Der Grund sei, dass im Norden der Niederlande sowie in Frankreich die Sommerferien losgingen, teilte der Automobilclub am Montag in München mit. Außerdem starte Nordrhein-Westfalen am kommenden Wochenende in die zweite Ferienwoche. Somit sei das Schuljahr schon in sechs Bundesländern zu Ende.

Stau vor allem an den Alpen und den Küsten

Beliebt sind bei Urlaubern nach Einschätzung des ADAC vor allem die deutschen Küstenregionen und die Alpen.
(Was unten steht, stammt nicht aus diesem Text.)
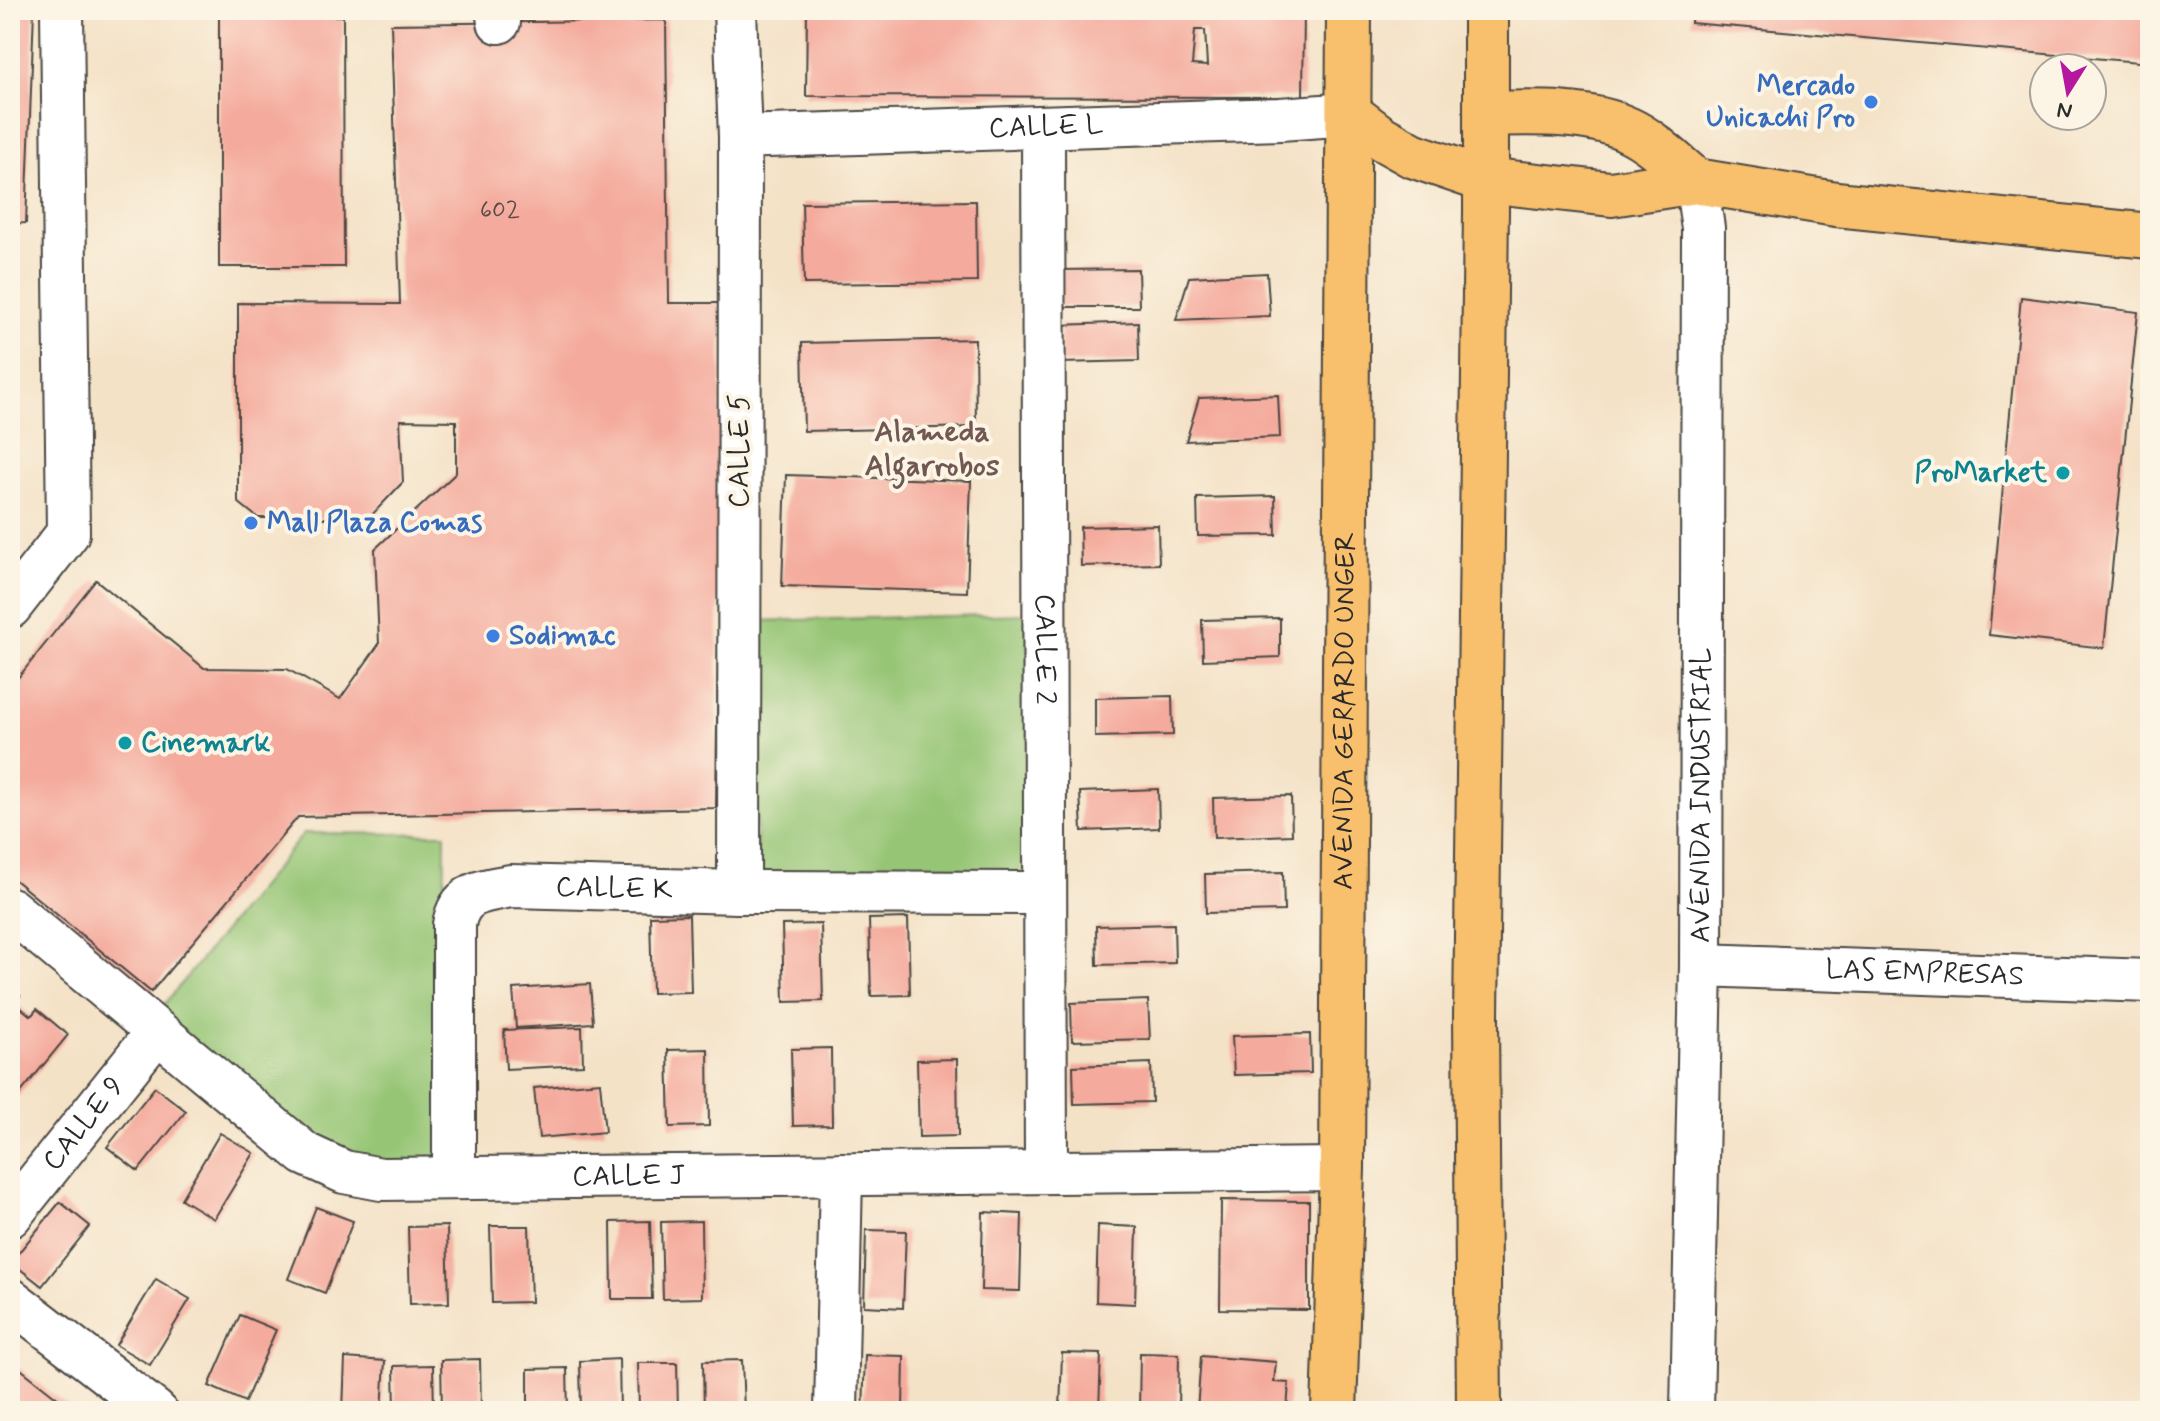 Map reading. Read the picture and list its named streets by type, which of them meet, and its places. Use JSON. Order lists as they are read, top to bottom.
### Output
{
  "streets": {
    "main road": ["AVENIDA GERARDO UNGER"],
    "street": [
      "CALLE L",
      "CALLE 5",
      "CALLE 2",
      "AVENIDA INDUSTRIAL",
      "CALLE K",
      "LAS EMPRESAS",
      "CALLE 9",
      "CALLE J"
    ]
  },
  "crossings": [
    ["CALLE L", "CALLE 5"],
    ["CALLE L", "CALLE 2"],
    ["CALLE L", "AVENIDA GERARDO UNGER"],
    ["CALLE 5", "CALLE K"],
    ["CALLE 2", "CALLE K"],
    ["CALLE 2", "CALLE J"],
    ["AVENIDA GERARDO UNGER", "CALLE J"],
    ["AVENIDA INDUSTRIAL", "LAS EMPRESAS"],
    ["CALLE K", "CALLE J"],
    ["CALLE 9", "CALLE J"]
  ],
  "districts": ["Alameda Algarrobos"],
  "places": [
    "Mercado Unicachi Pro",
    "ProMarket",
    "Mall Plaza Comas",
    "Sodimac",
    "Cinemark"
  ],
  "house_numbers": ["602"],
  "north": "bottom"
} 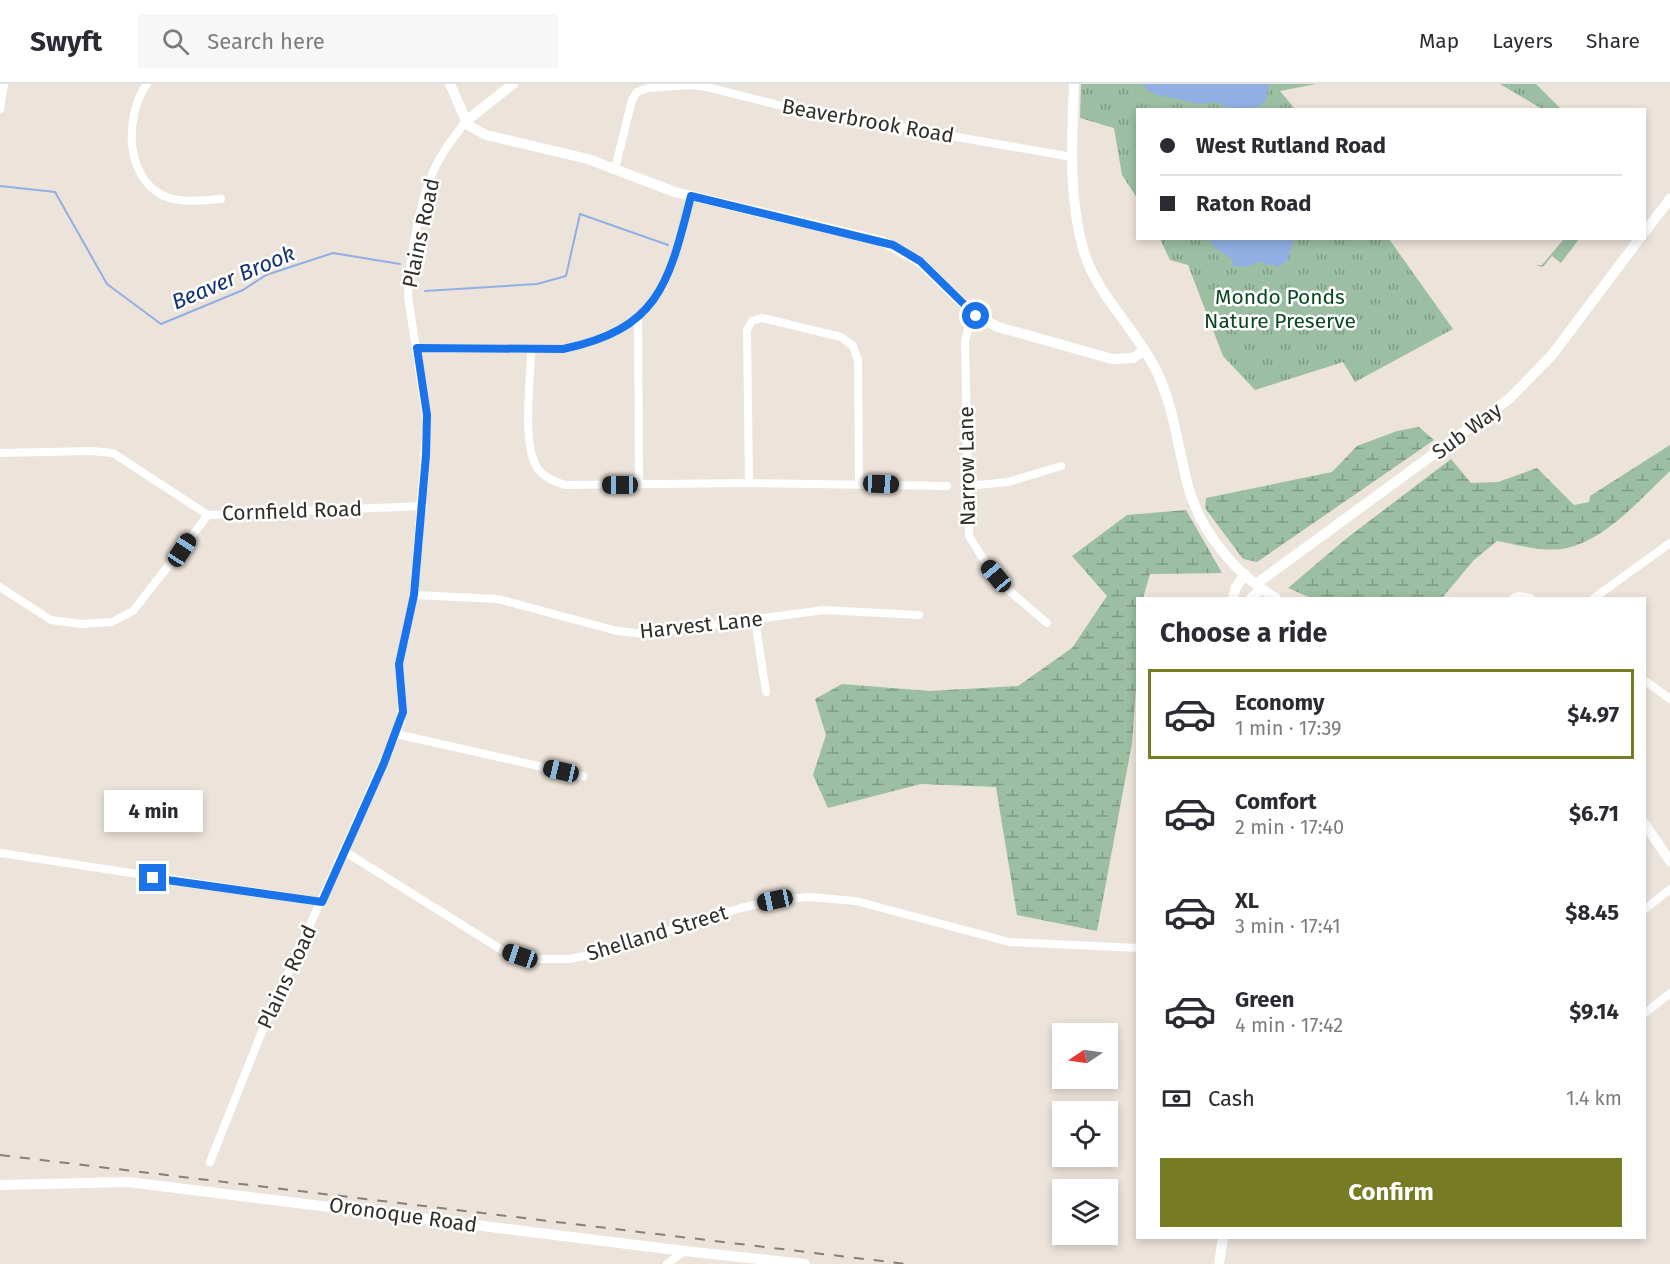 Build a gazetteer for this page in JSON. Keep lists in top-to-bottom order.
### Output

Heimat- und Campingurlaub lägen nicht zuletzt wegen der Corona-Pandemie im Trend, so die Verkehrsexperten. Deshalb seien vor allem die Zufahrtsstraßen zur Nord- und Ostsee sowie in Richtung der Berge und Seen staugefährdet. Weil manche Urlauber schon wieder die Heimreise anträten, könne es auch in den jeweiligen Gegenrichtungen zu Staus und stockendem Verkehr kommen, warnte der ADAC.

Entschärft werde die Lage aber dadurch, dass viele Menschen aufgrund der Corona-Pandemie gar nicht verreisten oder nur Tagesausflüge machten. Um die Autobahnen und Fernstraßen zu entlasten, gelte im Juli und August auf den meisten deutschen Autobahnen ein erweitertes Fahrverbot für Laster, die mehr als 7,5 Tonnen wiegen, zwischen 7 und 20 Uhr.